- [How to complete this task]:
Give the records again exactly as written. Leave out the pictures.

═══ Supplied information

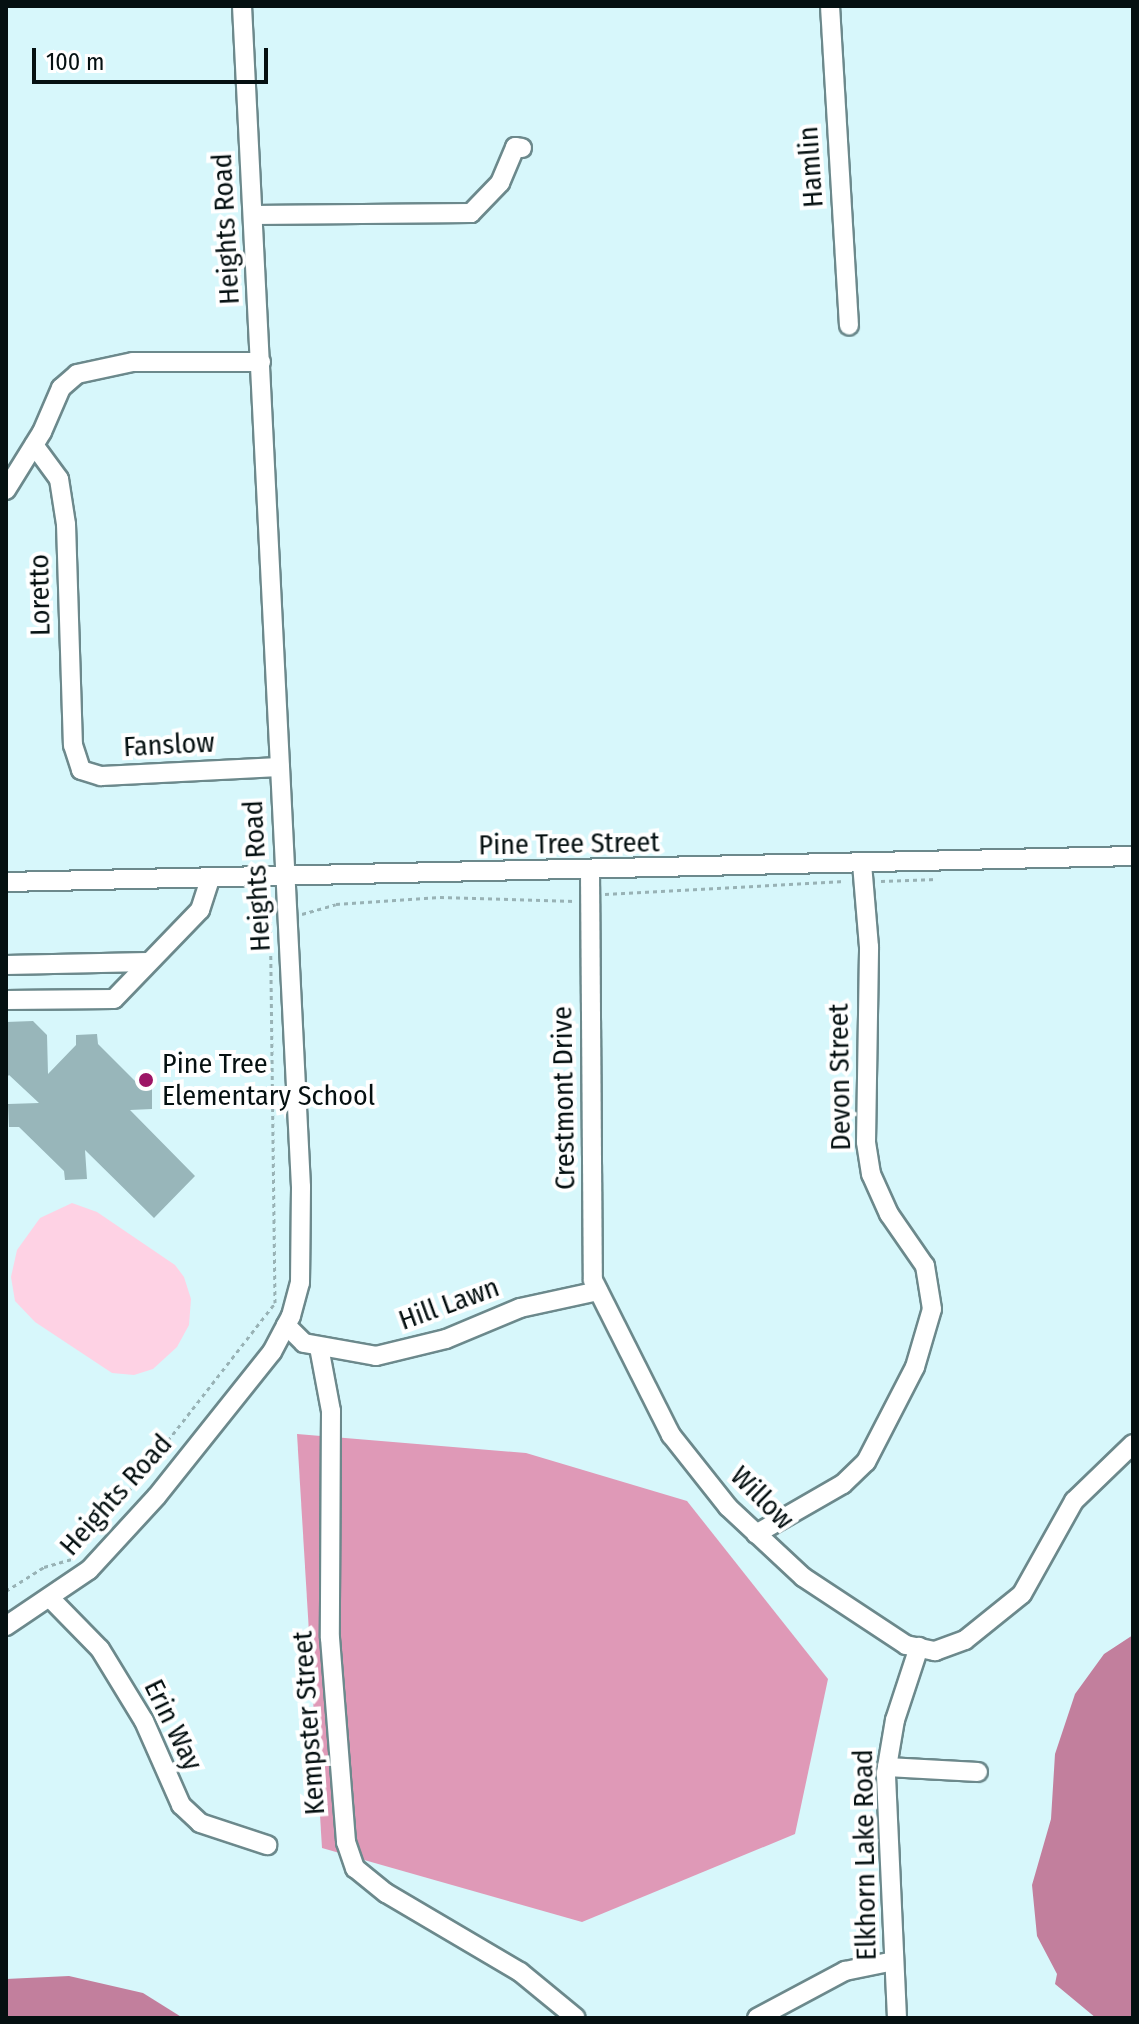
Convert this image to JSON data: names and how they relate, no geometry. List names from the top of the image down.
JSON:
{
  "streets": {
    "street": [
      "Hamlin",
      "Heights Road",
      "Loretto",
      "Fanslow",
      "Pine Tree Street",
      "Devon Street",
      "Crestmont Drive",
      "Hill Lawn",
      "Willow",
      "Kempster Street",
      "Erin Way",
      "Elkhorn Lake Road"
    ]
  },
  "crossings": [
    ["Heights Road", "Fanslow"],
    ["Heights Road", "Pine Tree Street"],
    ["Heights Road", "Erin Way"],
    ["Loretto", "Fanslow"],
    ["Pine Tree Street", "Devon Street"],
    ["Pine Tree Street", "Crestmont Drive"],
    ["Devon Street", "Willow"],
    ["Crestmont Drive", "Hill Lawn"],
    ["Crestmont Drive", "Willow"],
    ["Hill Lawn", "Kempster Street"],
    ["Willow", "Elkhorn Lake Road"]
  ],
  "places": ["Pine Tree Elementary School"],
  "scale_bar": "100 m"
}
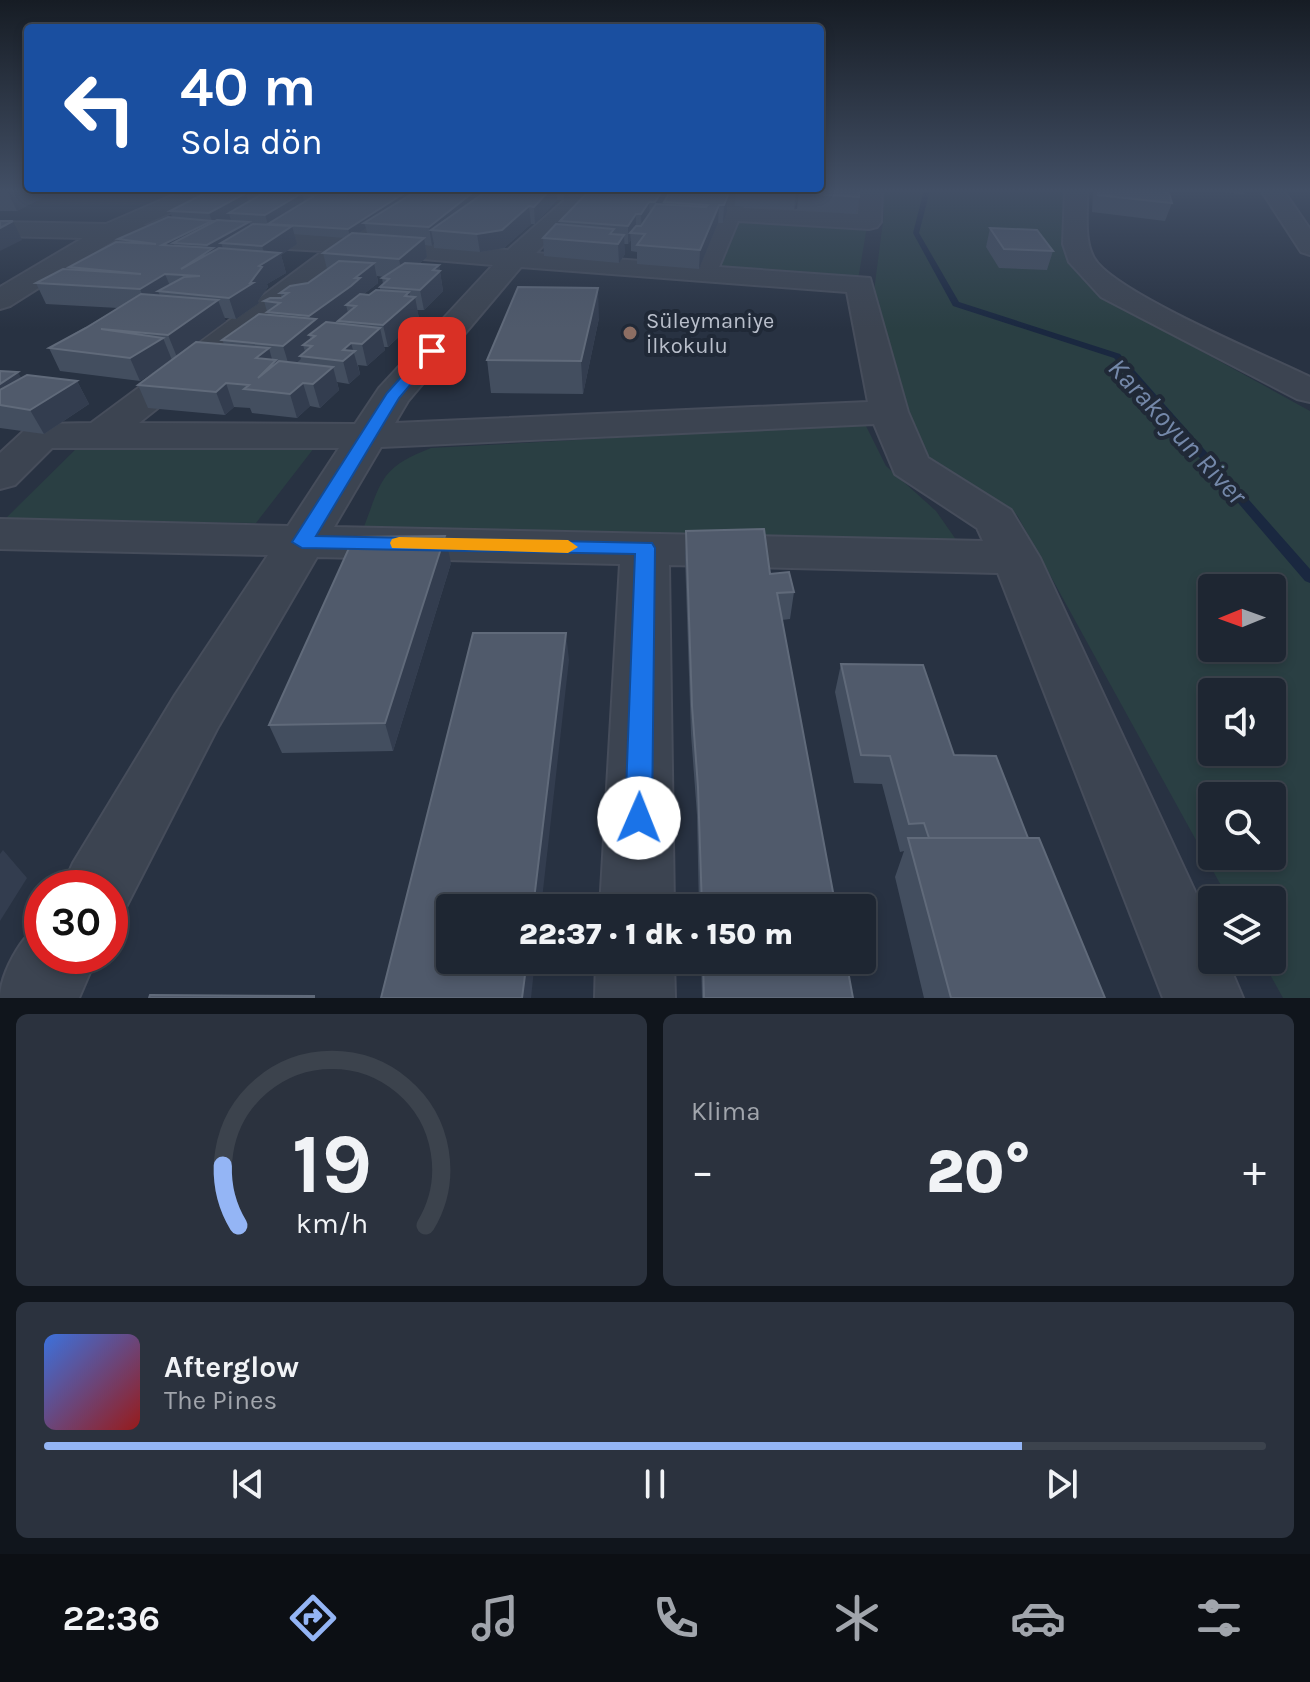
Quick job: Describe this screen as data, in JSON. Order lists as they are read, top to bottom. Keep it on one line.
{"water":["Karakoyun River"],"places":["Süleymaniye İlkokulu"],"north":"left","page":{"turn":["40 m","Sola dön"],"limit":"30","trip":"22:37 · 1 dk · 150 m","tile":"Klima","heat":["−","20°","+"],"song":["Afterglow","The Pines"],"tabs":"22:36","gauge":["19","km/h"]}}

══════

- [Answer for the task]:
Convert this image to JSON data: names and how they relate, no geometry. List names from the top of the image down.
JSON:
{
  "streets": {
    "street": [
      "Hamlin",
      "Heights Road",
      "Loretto",
      "Fanslow",
      "Pine Tree Street",
      "Devon Street",
      "Crestmont Drive",
      "Hill Lawn",
      "Willow",
      "Kempster Street",
      "Erin Way",
      "Elkhorn Lake Road"
    ]
  },
  "crossings": [
    ["Heights Road", "Fanslow"],
    ["Heights Road", "Pine Tree Street"],
    ["Heights Road", "Erin Way"],
    ["Loretto", "Fanslow"],
    ["Pine Tree Street", "Devon Street"],
    ["Pine Tree Street", "Crestmont Drive"],
    ["Devon Street", "Willow"],
    ["Crestmont Drive", "Hill Lawn"],
    ["Crestmont Drive", "Willow"],
    ["Hill Lawn", "Kempster Street"],
    ["Willow", "Elkhorn Lake Road"]
  ],
  "places": ["Pine Tree Elementary School"],
  "scale_bar": "100 m"
}
Quick job: Describe this screen as data, in JSON. Order lists as they are read, top to bottom. Keep it on one line.
{"water":["Karakoyun River"],"places":["Süleymaniye İlkokulu"],"north":"left","page":{"turn":["40 m","Sola dön"],"limit":"30","trip":"22:37 · 1 dk · 150 m","tile":"Klima","heat":["−","20°","+"],"song":["Afterglow","The Pines"],"tabs":"22:36","gauge":["19","km/h"]}}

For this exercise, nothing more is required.